ちなみに、列車の中で楽器を持った若者をチラホラ見かけた。きっと、同じタイミングで入学する生徒だろうと思われた。音楽院にはさまざまな国から集まってくるから、彼らが話す言語も様々である。列車は賑やかだった。


…………5日後、とうとうレウルスと接触しないままトリア国に着いた。そのまま音楽院に迎えに来ていた馬車に乗り込む。レウルスも音楽院に向かうならばと、彼の姿を探したが見つけられなかった。


仕方なく音楽院に先に向かうと、入学に必要な手続きを行った。もちろん、事務担当の使用人が全て済ませてくれるのでルイーズ自身が苦労することはない。


(私は苦労せずに済んだけど、きっとレウルスは苦労するはず。言葉もまだ完璧ではないでしょうし)

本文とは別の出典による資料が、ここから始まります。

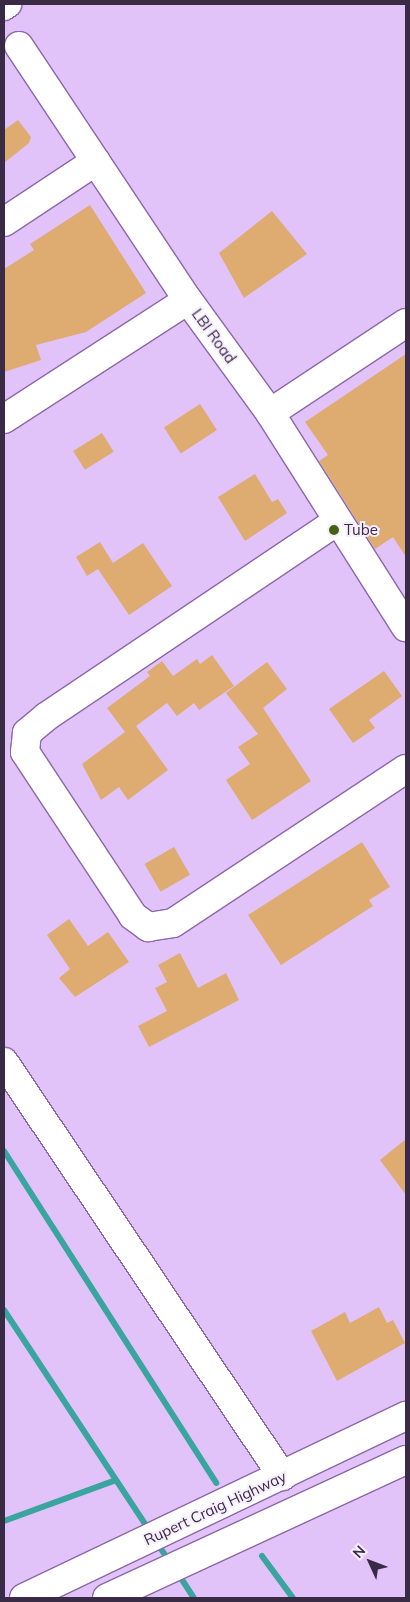 <!DOCTYPE html>
<style>
body{margin:0}
#map{position:relative;width:410px;height:1602px;overflow:hidden;background:#e1c3fa;font-family:Mulish,sans-serif}
div>[style]{position:absolute}
.stream>*{height:6px;margin:-3px;padding:0 3px;transform-origin:3px;border-radius:3px;background:#3aa49e}
.building>*{inset:0;background:#deab71;transform-origin:0 0}
.roads{filter:drop-shadow(1px 0 #8b68a7) drop-shadow(-1px 0 #8b68a7) drop-shadow(0 1px #8b68a7) drop-shadow(0 -1px #8b68a7)}
.minor>*{height:28px;margin:-14px;padding:0 14px;transform-origin:14px;border-radius:14px;background:#fff}
.major>*{height:28px;margin:-14px;padding:0 14px;transform-origin:14px;border-radius:14px;background:#fff}
.dots>*{width:14px;height:14px;translate:-50% -50%;box-sizing:border-box;border:2px solid #f6eefc;border-radius:50%}
span{translate:-50% -50%;white-space:nowrap;text-align:center;line-height:1.15;-webkit-text-stroke:4px #f6eefc;paint-order:stroke}
.street-label{font-size:15px;color:#392a45}
.poi-label{font-size:15px;color:#392a45}
.left{translate:0 -50%;text-align:left}
.frame{position:absolute;inset:0;border:5px solid #392a45;pointer-events:none}
.north{position:absolute;left:345px;top:1537px;width:50px;height:50px;-webkit-text-stroke:4px #f6eefc;paint-order:stroke;rotate:313deg;font-size:14px;font-weight:700;line-height:20px;text-align:center;color:#392a45}
.north::after{content:'';display:block;margin:auto;width:18px;height:22px;background:#392a45;clip-path:polygon(50% 0,100% 100%,50% 72%,0 100%)}
</style>
<div id="map">
<div class="stream">
<i style="left:4px;top:1151px;width:394px;rotate:57.4deg"></i>
<i style="left:4px;top:1310px;width:263px;rotate:56.6deg"></i>
<i style="left:4px;top:1521px;width:119px;rotate:-20.1deg"></i>
<i style="left:157px;top:1543px;width:23px;rotate:56deg"></i>
<i style="left:262px;top:1556px;width:52px;rotate:53.6deg"></i>
<i style="left:177px;top:1572px;width:31px;rotate:57deg"></i>
</div>
<div class="building">
<i style="clip-path:polygon(18px 120px,31px 137px,29px 143px,4px 163px,4px 130px)"></i>
<i style="clip-path:polygon(90px 205px,146px 293px,86px 332px,36px 345px,41px 360px,4px 372px,4px 269px,34px 250px,30px 244px)"></i>
<i style="clip-path:polygon(272px 211px,307px 254px,244px 298px,219px 253px)"></i>
<i style="clip-path:polygon(406px 354px,406px 557px,393px 537px,375px 549px,319px 461px,328px 455px,305px 422px)"></i>
<i style="left:200px;top:404px;width:31px;height:43px;rotate:57deg"></i>
<i style="left:102px;top:433px;width:22px;height:34px;rotate:58deg"></i>
<i style="clip-path:polygon(255px 474px,272px 502px,278px 499px,287px 513px,245px 541px,218px 497px)"></i>
<i style="clip-path:polygon(100px 542px,113px 563px,143px 543px,172px 586px,129px 615px,98px 569px,87px 576px,76px 557px)"></i>
<i style="clip-path:polygon(212px 655px,234px 686px,199px 710px,194px 703px,177px 716px,167px 703px,136px 726px,168px 770px,128px 800px,119px 787px,101px 800px,82px 764px,125px 732px,107px 708px,150px 676px,147px 672px,162px 661px,173px 676px,197px 659px,200px 664px)"></i>
<i style="clip-path:polygon(267px 662px,287px 689px,263px 708px,311px 781px,252px 820px,226px 780px,250px 764px,238px 747px,258px 734px,226px 693px)"></i>
<i style="clip-path:polygon(384px 671px,402px 696px,369px 720px,375px 728px,353px 743px,329px 709px)"></i>
<i style="clip-path:polygon(362px 842px,390px 887px,369px 900px,373px 906px,281px 965px,248px 915px)"></i>
<i style="left:174px;top:847px;width:32px;height:34px;rotate:60deg"></i>
<i style="clip-path:polygon(69px 919px,88px 946px,108px 932px,129px 962px,75px 997px,59px 978px,70px 969px,47px 935px)"></i>
<i style="clip-path:polygon(180px 953px,198px 988px,226px 973px,239px 1000px,149px 1047px,138px 1026px,167px 1011px,155px 988px,167px 982px,158px 965px)"></i>
<i style="clip-path:polygon(406px 1139px,406px 1195px,380px 1160px)"></i>
<i style="clip-path:polygon(379px 1307px,387px 1323px,393px 1320px,405px 1343px,337px 1381px,311px 1331px,345px 1312px,350px 1323px)"></i>
</div>
<div class="roads">
<div class="minor">
<i style="left:4px;top:6px;width:4px;rotate:-34deg"></i>
<i style="left:19px;top:46px;width:305px;rotate:56.4deg"></i>
<i style="left:188px;top:300px;width:140px;rotate:54deg"></i>
<i style="left:270px;top:413px;width:254px;rotate:57.6deg"></i>
<i style="left:4px;top:222px;width:110px;rotate:-33.5deg"></i>
<i style="left:270px;top:413px;width:163px;rotate:-33.5deg"></i>
<i style="left:4px;top:419px;width:219px;rotate:-32.9deg"></i>
<i style="left:336px;top:522px;width:349px;rotate:146.1deg"></i>
<i style="left:46px;top:717px;width:25px;rotate:140deg"></i>
<i style="left:27px;top:733px;width:19px;rotate:96deg"></i>
<i style="left:25px;top:752px;width:196px;rotate:56.6deg"></i>
<i style="left:133px;top:916px;width:19px;rotate:36deg"></i>
<i style="left:148px;top:927px;width:25px;rotate:-9deg"></i>
<i style="left:173px;top:923px;width:279px;rotate:-33.5deg"></i>
<i style="left:4px;top:1062px;width:499px;rotate:56.1deg"></i>
</div>
<div class="major">
<i style="left:24px;top:1598px;width:423px;rotate:-25.5deg"></i>
<i style="left:107px;top:1598px;width:329px;rotate:-24.8deg"></i>
</div>
</div>
<div class="dots">
<i style="left:334px;top:530px;background:#436215"></i>
</div>
<div class="street-label">
<span style="left:214px;top:336px;rotate:54deg">LBI Road</span>
<span style="left:215px;top:1508px;rotate:-25deg">Rupert Craig Highway</span>
</div>
<div class="poi-label">
<span class="left" style="left:344px;top:530px">Tube</span>
</div>
<div class="frame"></div>
<div class="north">N</div>
</div>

「私は屋敷に向かうけれど、あなたたちはレウルスさんを手伝ってあげて。メッツォの推薦で来ているのだから、私たちが手伝うのは当然だと言い張れば彼も断わらないでしょう」


お節介かと思ったが、彼のことが心配で事務担当たちを向かわせた。


ルイーズが屋敷へと向かうと、メイドたちが完璧に整えていたのですぐにくつろぐことができた。


少しすると事務担当の者たちが戻って来る。


「レウルス様をお連れしました」

「え?」


事務担当たちはメッツォの推薦ということを重大なことだと受け取ったらしく、なんと彼を屋敷に連れて帰って来た。


(会う予定では無かったからどうしよう!でも、話すいい機会になるわ)


焦りつつも身だしなみを整えて、急いでレウルスの元へと向かった。


玄関に行くと、気マズそうにレウルスが立っていたのだった。